## [PROBLEM DESCRIPTION]
What you return must match the records exactly.

BEGIN GIVEN INFORMATION

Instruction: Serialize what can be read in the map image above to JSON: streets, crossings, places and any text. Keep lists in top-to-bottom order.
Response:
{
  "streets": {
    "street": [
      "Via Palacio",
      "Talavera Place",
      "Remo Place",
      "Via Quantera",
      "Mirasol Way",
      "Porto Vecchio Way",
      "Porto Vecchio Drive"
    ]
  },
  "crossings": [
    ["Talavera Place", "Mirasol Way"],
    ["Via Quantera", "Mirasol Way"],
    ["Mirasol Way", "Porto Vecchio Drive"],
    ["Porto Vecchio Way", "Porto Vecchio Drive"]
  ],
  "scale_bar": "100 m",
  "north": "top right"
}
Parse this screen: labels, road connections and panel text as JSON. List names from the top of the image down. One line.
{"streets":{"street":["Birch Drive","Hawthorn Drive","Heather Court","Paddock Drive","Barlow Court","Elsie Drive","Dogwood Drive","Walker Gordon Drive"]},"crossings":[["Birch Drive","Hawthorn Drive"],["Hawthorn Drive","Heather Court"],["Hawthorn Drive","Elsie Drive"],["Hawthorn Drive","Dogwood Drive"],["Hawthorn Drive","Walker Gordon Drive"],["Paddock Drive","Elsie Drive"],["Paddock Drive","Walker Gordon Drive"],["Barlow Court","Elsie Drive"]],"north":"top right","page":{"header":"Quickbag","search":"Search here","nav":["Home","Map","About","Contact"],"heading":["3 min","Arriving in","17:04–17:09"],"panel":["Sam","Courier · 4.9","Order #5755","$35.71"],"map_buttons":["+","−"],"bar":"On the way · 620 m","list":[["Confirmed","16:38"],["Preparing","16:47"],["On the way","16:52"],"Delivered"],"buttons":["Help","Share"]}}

END GIVEN INFORMATION

## [TASK ANSWER]
Instruction: Serialize what can be read in the map image above to JSON: streets, crossings, places and any text. Keep lists in top-to-bottom order.
Response:
{
  "streets": {
    "street": [
      "Via Palacio",
      "Talavera Place",
      "Remo Place",
      "Via Quantera",
      "Mirasol Way",
      "Porto Vecchio Way",
      "Porto Vecchio Drive"
    ]
  },
  "crossings": [
    ["Talavera Place", "Mirasol Way"],
    ["Via Quantera", "Mirasol Way"],
    ["Mirasol Way", "Porto Vecchio Drive"],
    ["Porto Vecchio Way", "Porto Vecchio Drive"]
  ],
  "scale_bar": "100 m",
  "north": "top right"
}
Parse this screen: labels, road connections and panel text as JSON. List names from the top of the image down. One line.
{"streets":{"street":["Birch Drive","Hawthorn Drive","Heather Court","Paddock Drive","Barlow Court","Elsie Drive","Dogwood Drive","Walker Gordon Drive"]},"crossings":[["Birch Drive","Hawthorn Drive"],["Hawthorn Drive","Heather Court"],["Hawthorn Drive","Elsie Drive"],["Hawthorn Drive","Dogwood Drive"],["Hawthorn Drive","Walker Gordon Drive"],["Paddock Drive","Elsie Drive"],["Paddock Drive","Walker Gordon Drive"],["Barlow Court","Elsie Drive"]],"north":"top right","page":{"header":"Quickbag","search":"Search here","nav":["Home","Map","About","Contact"],"heading":["3 min","Arriving in","17:04–17:09"],"panel":["Sam","Courier · 4.9","Order #5755","$35.71"],"map_buttons":["+","−"],"bar":"On the way · 620 m","list":[["Confirmed","16:38"],["Preparing","16:47"],["On the way","16:52"],"Delivered"],"buttons":["Help","Share"]}}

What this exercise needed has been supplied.